» Task to carry out
Please copy out all lines of the entries that contain the word "Sort".

[Collected data]
-*-

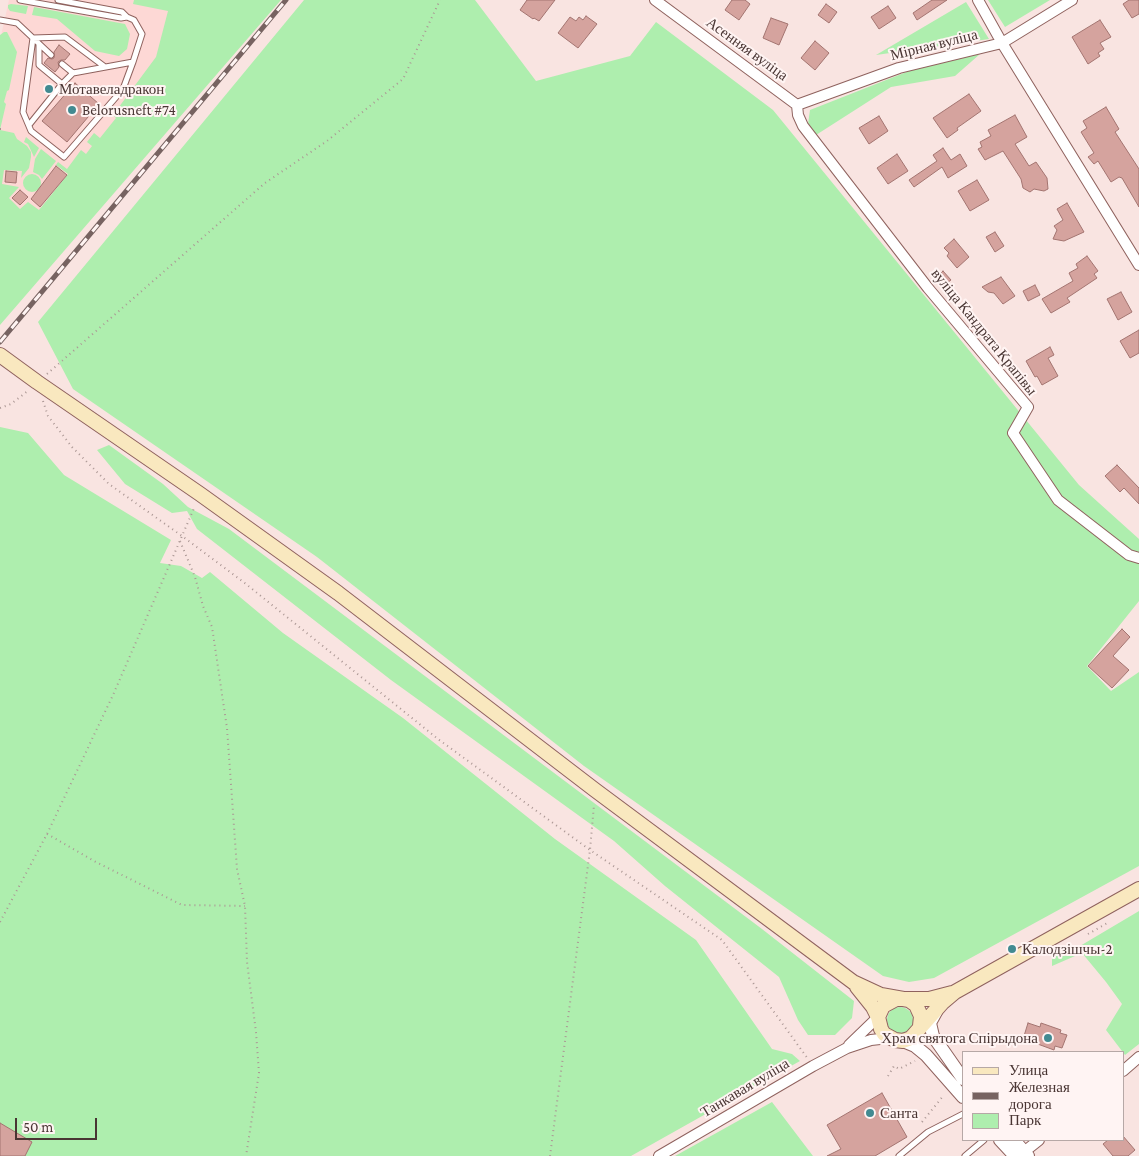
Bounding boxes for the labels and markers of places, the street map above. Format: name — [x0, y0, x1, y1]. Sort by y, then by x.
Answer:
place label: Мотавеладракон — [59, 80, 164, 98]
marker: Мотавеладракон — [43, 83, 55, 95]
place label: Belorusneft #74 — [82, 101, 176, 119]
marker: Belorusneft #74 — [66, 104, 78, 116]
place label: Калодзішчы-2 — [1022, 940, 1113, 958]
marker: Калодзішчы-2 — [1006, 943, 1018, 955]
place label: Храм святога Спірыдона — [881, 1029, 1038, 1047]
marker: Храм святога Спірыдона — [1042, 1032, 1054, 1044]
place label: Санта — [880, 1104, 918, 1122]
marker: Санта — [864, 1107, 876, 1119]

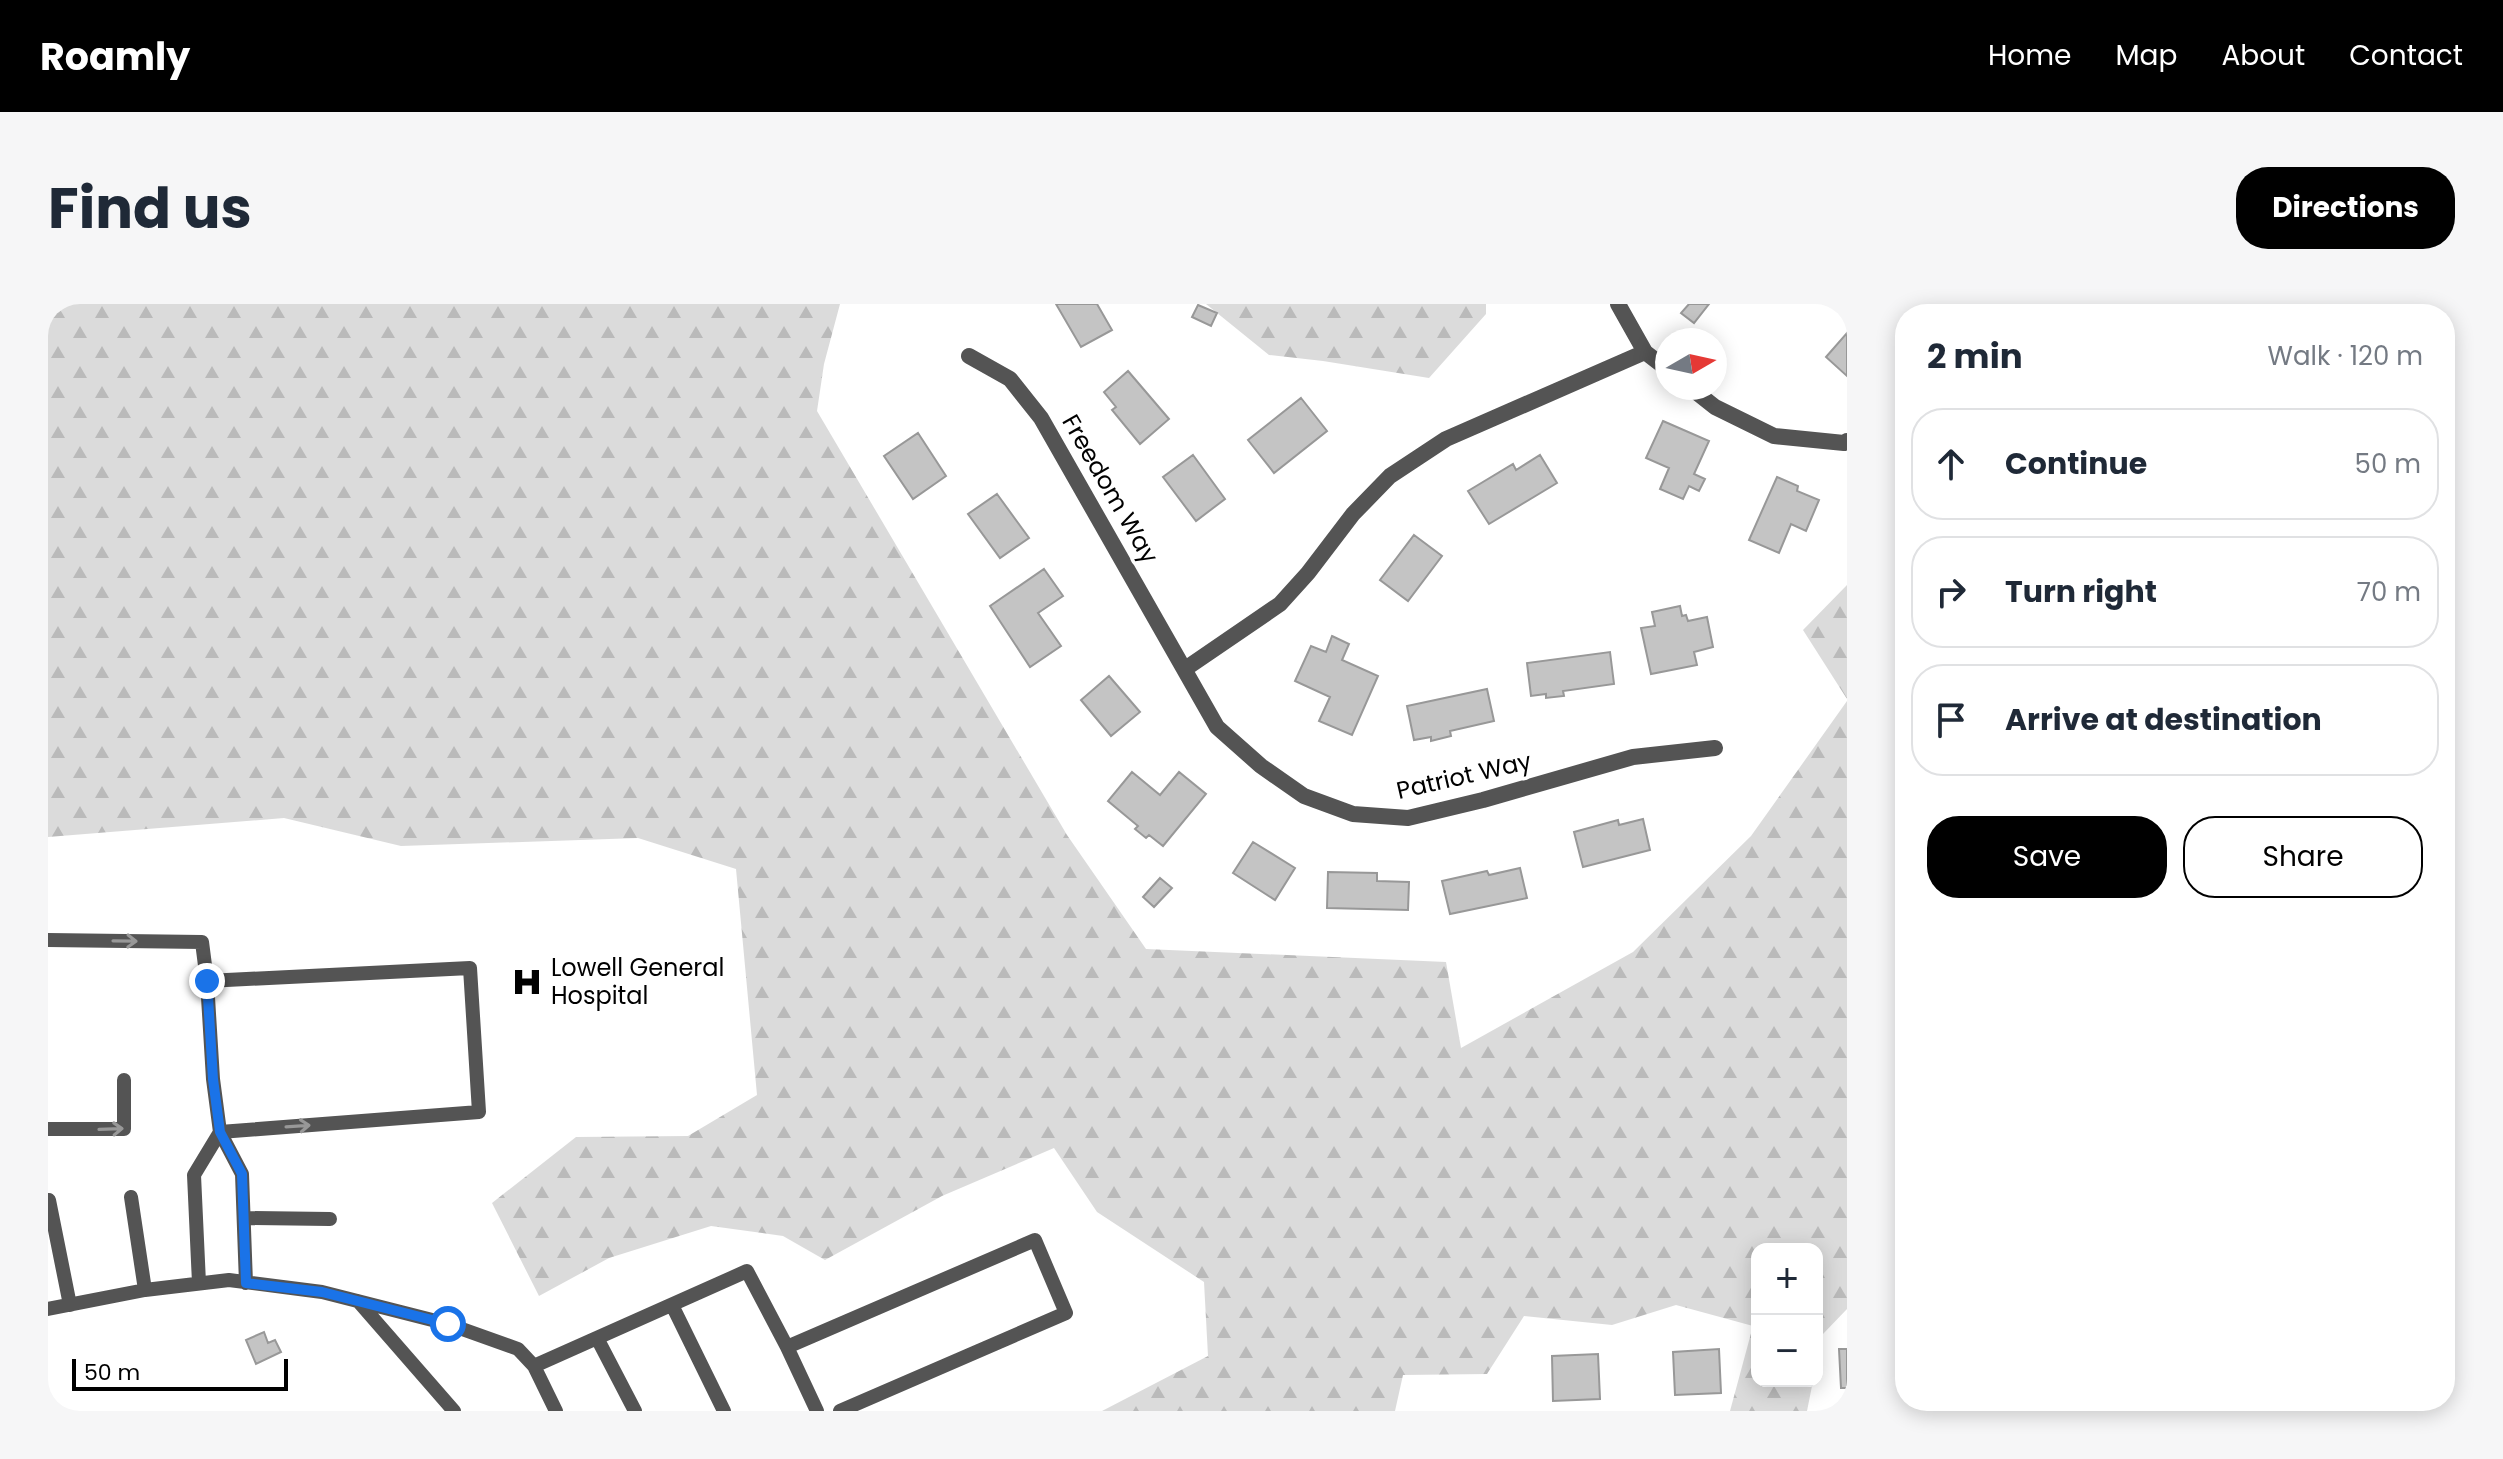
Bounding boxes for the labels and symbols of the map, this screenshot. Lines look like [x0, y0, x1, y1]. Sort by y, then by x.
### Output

-*-

» Answer to this problem
Bounding boxes for the labels and markers of places, the street map above. Format: name — [x0, y0, x1, y1]. Sort by y, then by x.
Bounding boxes for the labels and symbols of the map, this screenshot. Lines look like [x0, y0, x1, y1]. Sort by y, then by x.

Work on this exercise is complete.